Featured Stories, MIT, MIT EAPS, News | January 17, 2017

Mother-of-Pearl Holds the Key to Historical Ocean Temperatures

(Credit: picasso, Pixabay)
(Credit: picasso, Pixabay)

Studying this iridescent material in mollusk shells may give scientists a more accurate way to track historical ocean temps.

By Lauren Hinkel


A new method might provide a simpler and more accurate way of tracking ocean temperatures, writes Kavya Balaraman for ClimateWire and Scientific American. In a study published in the journal Earth and Planetary Science Letters, researchers from the University of Wisconsin, Madison and MIT think that the answer lies in mollusks’ mother-of-pearl. The thickness of the lustrous layers correlate with ocean temperature: As waters warm, the mollusk deposits more material, building up the nacre, and falling temperatures mean thinner layers.

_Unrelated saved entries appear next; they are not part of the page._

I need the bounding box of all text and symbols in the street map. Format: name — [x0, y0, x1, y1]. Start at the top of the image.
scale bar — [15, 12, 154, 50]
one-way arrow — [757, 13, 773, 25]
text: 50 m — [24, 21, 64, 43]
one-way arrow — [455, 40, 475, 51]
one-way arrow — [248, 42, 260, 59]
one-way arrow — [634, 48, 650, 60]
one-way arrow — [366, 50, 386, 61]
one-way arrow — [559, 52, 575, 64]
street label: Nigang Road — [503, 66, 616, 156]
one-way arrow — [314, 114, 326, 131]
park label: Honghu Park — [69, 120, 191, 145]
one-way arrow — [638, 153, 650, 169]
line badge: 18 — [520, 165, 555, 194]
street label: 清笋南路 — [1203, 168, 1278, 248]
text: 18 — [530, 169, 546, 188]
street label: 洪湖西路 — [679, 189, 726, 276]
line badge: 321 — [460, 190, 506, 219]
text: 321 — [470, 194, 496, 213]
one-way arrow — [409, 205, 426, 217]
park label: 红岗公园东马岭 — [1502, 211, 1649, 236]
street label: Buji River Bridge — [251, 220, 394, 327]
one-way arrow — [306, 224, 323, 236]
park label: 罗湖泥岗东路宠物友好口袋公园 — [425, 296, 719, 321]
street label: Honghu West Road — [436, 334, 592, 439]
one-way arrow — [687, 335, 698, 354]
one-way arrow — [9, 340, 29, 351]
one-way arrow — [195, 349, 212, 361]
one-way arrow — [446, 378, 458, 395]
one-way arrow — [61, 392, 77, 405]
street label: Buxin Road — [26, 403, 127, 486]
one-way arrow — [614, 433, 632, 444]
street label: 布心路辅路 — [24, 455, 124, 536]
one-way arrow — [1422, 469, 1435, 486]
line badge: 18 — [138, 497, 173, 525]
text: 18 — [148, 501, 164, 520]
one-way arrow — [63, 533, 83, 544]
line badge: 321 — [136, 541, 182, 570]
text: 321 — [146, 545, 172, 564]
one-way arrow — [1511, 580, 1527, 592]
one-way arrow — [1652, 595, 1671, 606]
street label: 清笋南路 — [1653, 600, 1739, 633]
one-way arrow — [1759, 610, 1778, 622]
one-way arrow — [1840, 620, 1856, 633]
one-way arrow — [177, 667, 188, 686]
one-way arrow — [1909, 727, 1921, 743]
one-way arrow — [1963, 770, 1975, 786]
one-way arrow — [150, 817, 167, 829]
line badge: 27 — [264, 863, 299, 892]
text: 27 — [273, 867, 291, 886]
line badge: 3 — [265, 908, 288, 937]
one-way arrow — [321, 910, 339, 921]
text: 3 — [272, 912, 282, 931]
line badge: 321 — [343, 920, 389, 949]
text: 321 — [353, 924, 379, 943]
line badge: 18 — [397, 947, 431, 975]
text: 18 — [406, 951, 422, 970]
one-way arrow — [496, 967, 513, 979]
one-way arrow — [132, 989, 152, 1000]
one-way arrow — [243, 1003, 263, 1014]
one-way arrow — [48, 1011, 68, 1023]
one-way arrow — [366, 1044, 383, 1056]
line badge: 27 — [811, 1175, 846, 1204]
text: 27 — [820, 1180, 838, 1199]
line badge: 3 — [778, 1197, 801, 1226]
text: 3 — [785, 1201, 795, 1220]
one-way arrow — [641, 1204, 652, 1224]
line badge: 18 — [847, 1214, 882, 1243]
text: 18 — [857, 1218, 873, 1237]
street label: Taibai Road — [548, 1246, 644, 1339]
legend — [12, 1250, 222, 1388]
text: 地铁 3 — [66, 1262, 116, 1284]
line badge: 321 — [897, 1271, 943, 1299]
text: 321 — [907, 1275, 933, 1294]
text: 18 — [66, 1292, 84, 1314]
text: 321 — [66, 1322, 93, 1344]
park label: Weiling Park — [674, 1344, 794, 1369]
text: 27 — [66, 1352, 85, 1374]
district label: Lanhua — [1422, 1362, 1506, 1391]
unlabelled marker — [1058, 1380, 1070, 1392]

The structure of mother-of-pearl comprises small polygonal tablets. The rate at which these grow is based on the temperature of the water around them, explained Kristin Bergmann, with the Massachusetts Institute of Technology’s Department of Earth, Atmospheric and Planetary Sciences, and one of the study’s authors.

While the procedure isn’t foolproof, it’s less complex and cheaper than current methods, which involve analyzing surrounding deep-sea sediments for their chemical composition or studying mollusk shells’ biochemical makeup.